Crichton, youngest son of a small landed proprietor, was born in the parish of Kirkmahoe, Dumfriesshire, December 1790, and educated at Dumfries Academy and at the university of Edinburgh.
After becoming a licensed preacher he was for some time engaged in teaching in Edinburgh and North Berwick. In 1823 he published his first work, the Life of the Rev. John Blackadder, which was followed by the Life of Colonel J. Blackadder, 1824, and Memoirs of the Rev. Thomas Scott, 1825. To Constable's Miscellany he contributed five volumes, viz. Converts from Infidelity, 2 vols. 1827, and a translation of Christoph Wilhelm von Koch's Revolutions in Europe, 3 vols. 1828.

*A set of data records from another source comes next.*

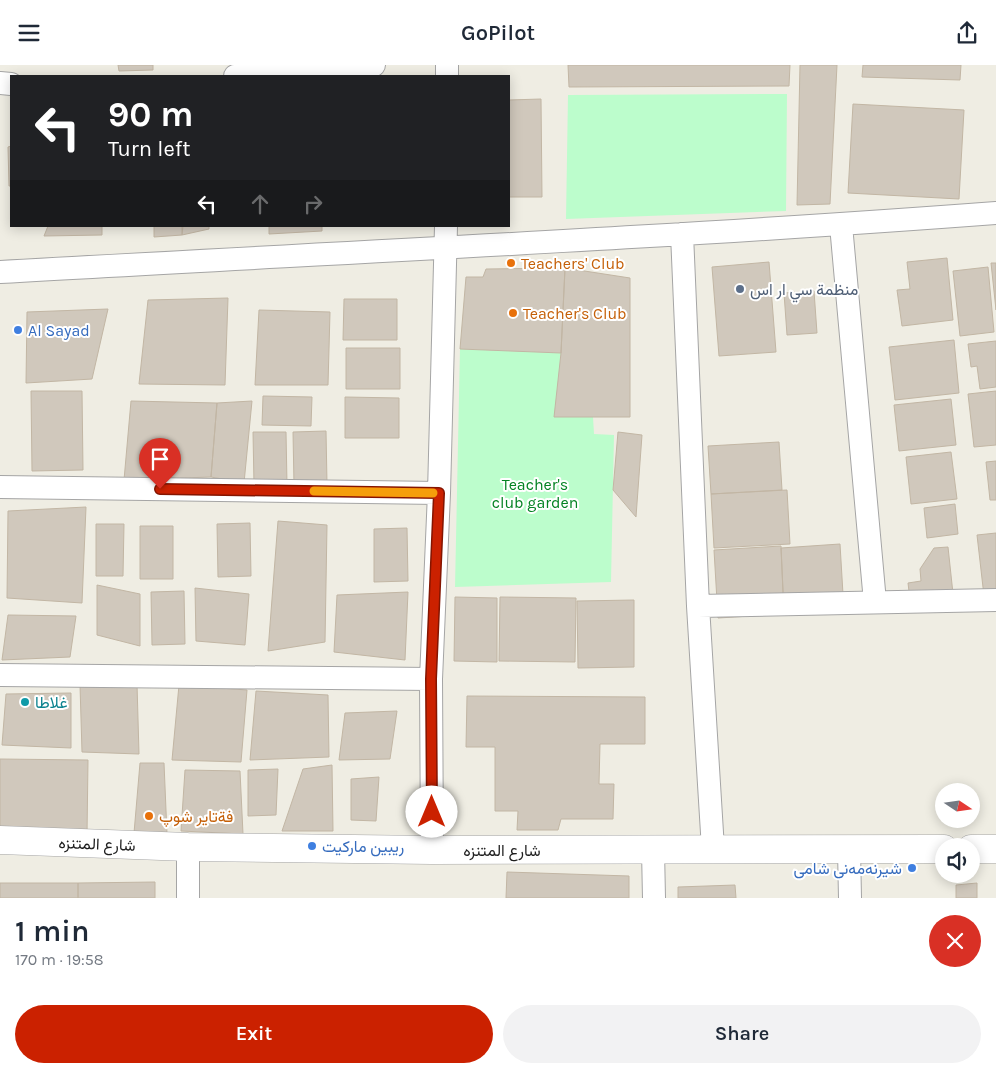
<!DOCTYPE html>
<html lang="en">
<head>
<meta charset="utf-8">
<style>
	body { margin:0; font-family:Karla,Vazirmatn,sans-serif; background:#f2f2f3; color:#1f2937; height:100vh; display:flex; flex-direction:column; font-size:19px; white-space:nowrap }
	* { box-sizing:border-box; margin:0 }
	p { font-size:16px; color:#747a83 }
	.icon { flex:none; width:28px; height:28px; fill:none; stroke:currentColor; stroke-width:2; stroke-linecap:round; stroke-linejoin:round }
	.map { position:relative; height:833px; overflow:hidden }
	.details { display:flex; flex-direction:column; background:#fff; flex:1 }
	.details>* { flex:none }
	.hud { position:absolute; left:10px; top:10px; width:500px; height:152px; border-radius:0px; box-shadow:0 2px 12px #0003; background:#202124; color:#fff; overflow:hidden }
	.needle { width:32px; rotate:103deg }
	.fabs { position:absolute; left:935px; top:718px; display:grid; gap:10px }
	.fabs a { display:grid; place-items:center; width:45px; height:45px; border-radius:50%; background:#fff; box-shadow:0 2px 12px #0003; font-size:25px }
	.pin { position:absolute; display:grid; place-items:center; width:42px; height:42px; color:#fff; margin:-51px -21px; border-radius:50% 50% 50% 0; rotate:-45deg; box-shadow:0 0 5px #0007 }
	.pin .icon { rotate:45deg }
	.me { position:absolute; width:55px; margin:-28px; rotate:0deg; stroke-linejoin:round; filter:drop-shadow(0 0 4px #0008) }
	.turn { display:flex; align-items:center; gap:18px; height:105px; padding:0 15px; font-size:22px }
	.turn .icon { width:65px; height:65px; stroke-width:2.5 }
	.turn b { display:block; font-size:35px; line-height:42px }
	.lanes { display:flex; align-items:center; height:48px; padding:0 15px; background:#0003; justify-content:center; gap:25px; direction:ltr }
	.lanes .off { opacity:.35 }
	.round { display:grid; place-items:center; flex:none; width:52px; height:52px; border-radius:26px; background:#f2f2f3 }
	.summary { display:flex; align-items:center; justify-content:space-between; height:85px; padding:0 15px }
	h1 { font-size:30px; font-weight:600; line-height:38px }
	.button { display:flex; gap:10px; margin-top:auto; padding:10px 15px }
	.button a { flex:1; height:58px; border-radius:30px; background:#cb2100; color:#fff; font-size:20px; font-weight:600; line-height:58px; text-align:center }
	.button a+a { background:#f2f2f3; color:#1f2937 }
	header { display:flex; justify-content:space-between; align-items:center; height:65px; padding:0 15px; background:#fff; font-size:22px; font-weight:600 }
	.map>svg:first-child { display:block }
	.park { fill:#bcfdcc }
	.building { fill:#d0c8bc; stroke:#c2b6a4 }
	.lines { fill:none; stroke-linecap:round; stroke-linejoin:round }
	.minor-casing { stroke:#a5a5a5; stroke-width:24 }
	.tertiary-casing { stroke:#a5a5a5; stroke-width:29 }
	.minor { stroke:#fff; stroke-width:22 }
	.tertiary { stroke:#fff; stroke-width:28 }
	.route-casing { stroke:#841500; stroke-width:12 }
	.route { stroke:#cb2100; stroke-width:9 }
	.slow { stroke:#f59e0b; stroke-width:9 }
	.food-dot { fill:#e8710a; stroke:#fff; stroke-width:2 }
	.service-dot { fill:#5c6f8a; stroke:#fff; stroke-width:2 }
	.shop-dot { fill:#3f7fe0; stroke:#fff; stroke-width:2 }
	.culture-dot { fill:#0f9aa8; stroke:#fff; stroke-width:2 }
	.labels { text-anchor:middle; dominant-baseline:central; stroke-width:4; stroke-linejoin:round; paint-order:stroke }
	.food-label { font-size:16px; fill:#c56008; stroke:#fff; text-anchor:start }
	.service-label { font-size:16px; fill:#4e5e75; stroke:#fff; text-anchor:start }
	.shop-label { font-size:16px; fill:#366cbe; stroke:#fff; text-anchor:start }
	.park-label { font-size:16px; fill:#048323; stroke:#fff }
	.culture-label { font-size:16px; fill:#0d838f; stroke:#fff; text-anchor:start }
	.street-label { font-size:16px; fill:#1e1e1e; stroke:#fff }
</style>
</head>
<body>
<header><svg class="icon" aria-label="menu" viewBox="0 0 24 24"><path d="M4 6h16M4 12h16M4 18h16"/></svg>GoPilot<svg class="icon" aria-label="share" viewBox="0 0 24 24"><path d="M12 15V3M7 8l5-5 5 5M5 13v7h14v-7"/></svg></header>
<div class="map">
<svg width="996" height="833" viewBox="0 0 996 833">
	<rect width="100%" height="100%" fill="#efede3"/>
	<path class="park" d="M787,29L786,146L566,154L568,30Z
		M460,284L561,288L555,352H593L594,369L614,370L611,517L455,522Z"/>
	<path class="building" d="M118,0H153V5L119,6Z
		M568,0H790L789,21L569,22Z
		M800,0H837L830,139L797,140Z
		M863,0H961L960,15L862,12Z
		M541,34L542,132H509V35Z
		M853,39L964,45L959,134L848,128Z
		M11,81V121H9L8,82Z
		M48,161H102V170L44,171Z
		M154,161H183L182,170L154,172Z
		M182,161H209V164L182,170Z
		M269,161H322V166L269,169Z
		M947,193L953,255L902,261L897,225L910,224L907,197Z
		M769,197L776,287L719,291L712,202Z
		M991,198H996V245Z
		M988,202L994,267L960,271L953,206Z
		M565,203L630,213V352H554L561,288Z
		M565,203L561,288L460,284L466,212H483L486,204Z
		M814,226L817,268L787,270L784,228Z
		M228,233L225,320L139,319L148,235Z
		M344,234H397V275H343Z
		M108,244L92,314L26,318L27,247Z
		M259,245L330,247L328,320H255Z
		M954,275L959,328L895,335L889,282Z
		M996,276V322L980,324L977,301L971,302L968,279Z
		M346,283H400V324H346Z
		M31,326H82L83,405L32,406Z
		M996,326V380L974,382L968,329Z
		M263,331L312,332L311,361L262,360Z
		M345,332L399,333V373H345Z
		M951,334L956,380L899,386L894,340Z
		M131,336L217,338L211,412L124,415Z
		M252,336L244,418L211,412L217,338Z
		M326,366L327,419L294,420L293,367Z
		M253,367H286L287,420H254Z
		M618,367L642,370L636,452L613,425Z
		M779,377L782,425L711,429L708,381Z
		M951,387L957,434L911,439L906,392Z
		M996,396V435H990L986,397Z
		M787,425L790,479L714,483L711,429Z
		M955,439L958,469L927,473L924,443Z
		M86,442L82,538L7,533L8,446Z
		M278,456L327,460L325,577L268,586Z
		M250,458L251,511L218,512L217,459Z
		M96,459H124L123,511H96Z
		M140,461H173V514H140Z
		M407,463L408,516L374,517V464Z
		M996,468V530L984,531L977,470Z
		M840,479L844,546L784,549L781,483Z
		M781,481L784,549L718,553L714,485Z
		M948,482L954,538L911,543L908,518L921,516L920,504L934,483Z
		M97,520L140,529V581L97,570Z
		M195,523L249,529L245,580L196,576Z
		M184,526L185,579L152,580L151,527Z
		M408,527L405,595L334,587L337,530Z
		M455,532L497,533V597L454,596Z
		M500,532L576,533L575,597L499,596Z
		M634,535V602L578,603L577,536Z
		M8,550L76,551L70,592L2,595Z
		M137,619L139,689L82,687L80,620Z
		M179,620L247,625L241,697L172,695Z
		M256,626L328,630L329,692L250,695Z
		M71,628V683L2,680L6,629Z
		M467,631L645,632V679H600L599,719H614L613,754H561L558,765H517L518,746H495V682H466Z
		M397,646L390,694L339,695L345,648Z
		M0,694L88,695L87,770L0,769Z
		M140,698H164L167,769L134,768Z
		M332,700L333,766H282L303,704Z
		M278,704L276,750L248,751V705Z
		M185,705L240,706L243,769L181,766Z
		M379,712L376,756L351,755V714Z
		M507,807L629,811V833H506Z
		M155,817V833H78V818Z
		M0,818H78V833H0Z
		M977,818V833H956V820Z
		M735,820L736,833H678V822Z"/>
	<g class="lines">
		<g class="minor-casing">
			<path id="minor" d="M235,11L374,0
				M447,11V0
				M0,18L11,19
				M841,160L875,537
				M682,169L698,541L713,784
				M0,207C332,188 664,173 996,148
				M0,422L439,428
				M698,541L996,535
				M0,610L431,614
				M188,782V833
				M849,784L850,833
				M432,785L431,614L439,428L446,161
				M653,785L654,833"/>
		</g>
		<g class="tertiary-casing">
			<path id="tertiary" d="M0,775L188,782L432,785L944,784
				M971,784H996"/>
		</g>
		<use href="#minor" class="minor"/>
		<use href="#tertiary" class="tertiary"/>
	</g>
	<g class="lines">
		<g class="route-casing">
			<path id="route" d="M160,424L439,428L431,614L432,747"/>
		</g>
		<use href="#route" class="route"/>
		<path class="slow" d="M314,426L433,428"/>
	</g>
	<g class="food-dot">
		<circle cx="511" cy="198" r="5"/>
		<circle cx="513" cy="248" r="5"/>
		<circle cx="149" cy="751" r="5"/>
	</g>
	<circle class="service-dot" cx="740" cy="224" r="5"/>
	<g class="shop-dot">
		<circle cx="18" cy="265" r="5"/>
		<circle cx="312" cy="781" r="5"/>
		<circle cx="912" cy="803" r="5"/>
	</g>
	<circle class="culture-dot" cx="25" cy="637" r="5"/>
	<g class="labels">
		<g class="food-label">
			<text x="521" y="198">Teachers' Club</text>
			<text x="523" y="248">Teacher's Club</text>
			<text x="159" y="751">فةتاير شوپ</text>
		</g>
		<g class="service-label">
			<text x="750" y="224">منظمة سي ار اس</text>
		</g>
		<g class="shop-label">
			<text x="28" y="265">Al Sayad</text>
			<text x="322" y="781">ريبين ماركيت</text>
			<text x="902" y="803" text-anchor="end">شیرنەمەنی شامی</text>
		</g>
		<g class="park-label">
			<text x="535" y="419">Teacher's<tspan x="535" dy="18">club garden</tspan></text>
		</g>
		<g class="culture-label">
			<text x="35" y="637">غلاطا</text>
		</g>
		<g class="street-label">
			<text transform="translate(97 779) rotate(2)">شارع المتنزه</text>
			<text x="502" y="785">شارع المتنزه</text>
		</g>
	</g>
</svg>
<div class="fabs">
<a><svg class="needle" viewBox="-14 -14 28 28"><path d="M0-13l5 13h-10z" fill="#e53935"/><path d="M0 13l5-13h-10z" fill="#747a83"/></svg></a>
<a><svg class="icon" aria-label="sound" viewBox="0 0 24 24"><path d="M4 9h4l5-4v14l-5-4H4zM17 9q2 3 0 6"/></svg></a>
</div>
<div class="pin" style="left:160px;top:424px;background:#d93025"><svg class="icon" aria-label="arrive" viewBox="0 0 24 24"><path d="M6 21V4h12l-3 4 3 4H6"/></svg></div>
<svg class="me" style="left:432px;top:747px" viewBox="-20 -20 40 40"><circle r="19" fill="#fff"/><path d="M0-13L10 11 0 6-10 11z" fill="#cb2100"/></svg>
<div class="hud">
<div class="turn"><svg class="icon" aria-label="left" viewBox="0 0 24 24"><path d="M17 20v-9H6M10 6l-5 5 5 5"/></svg><div><b>90 m</b>Turn left</div></div>
<div class="lanes"><svg class="icon" aria-label="left" viewBox="0 0 24 24"><path d="M17 20v-9H6M10 6l-5 5 5 5"/></svg><svg class="icon off" aria-label="ahead" viewBox="0 0 24 24"><path d="M12 20V5M6 11l6-6 6 6"/></svg><svg class="icon off" aria-label="right" viewBox="0 0 24 24"><path d="M7 20v-9h11M14 6l5 5-5 5"/></svg></div>
</div>
</div>
<section class="details">
<div class="summary"><div><h1>1 min</h1><p>170 m · 19:58</p></div><a class="round" style="background:#d93025;color:#fff"><svg class="icon" aria-label="close" viewBox="0 0 24 24"><path d="M6 6l12 12M18 6L6 18"/></svg></a></div>
<div class="button"><a>Exit</a><a>Share</a></div>
</section>
</body>
</html>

In the Edinburgh Cabinet Library he wrote the History of Arabia, 2 vols. 1833, and Scandinavia, Ancient and Modern (written with Henry Wheaton), 2 vols. 1838. He commenced his connection with the newspaper press in 1828 by editing (at first in conjunction with De Quincey) the Edinburgh Evening Post. In 1830 he conducted the North Briton, and in 1832 he undertook the editorship of the Edinburgh Advertiser, in which employment he continued till June 1851.
He contributed extensively to periodicals, among others to the Westminster Review, Tait's Edinburgh Magazine, the Dublin University Magazine, Fraser's Magazine, the Church Review, and the Church of Scotland Magazine and Review.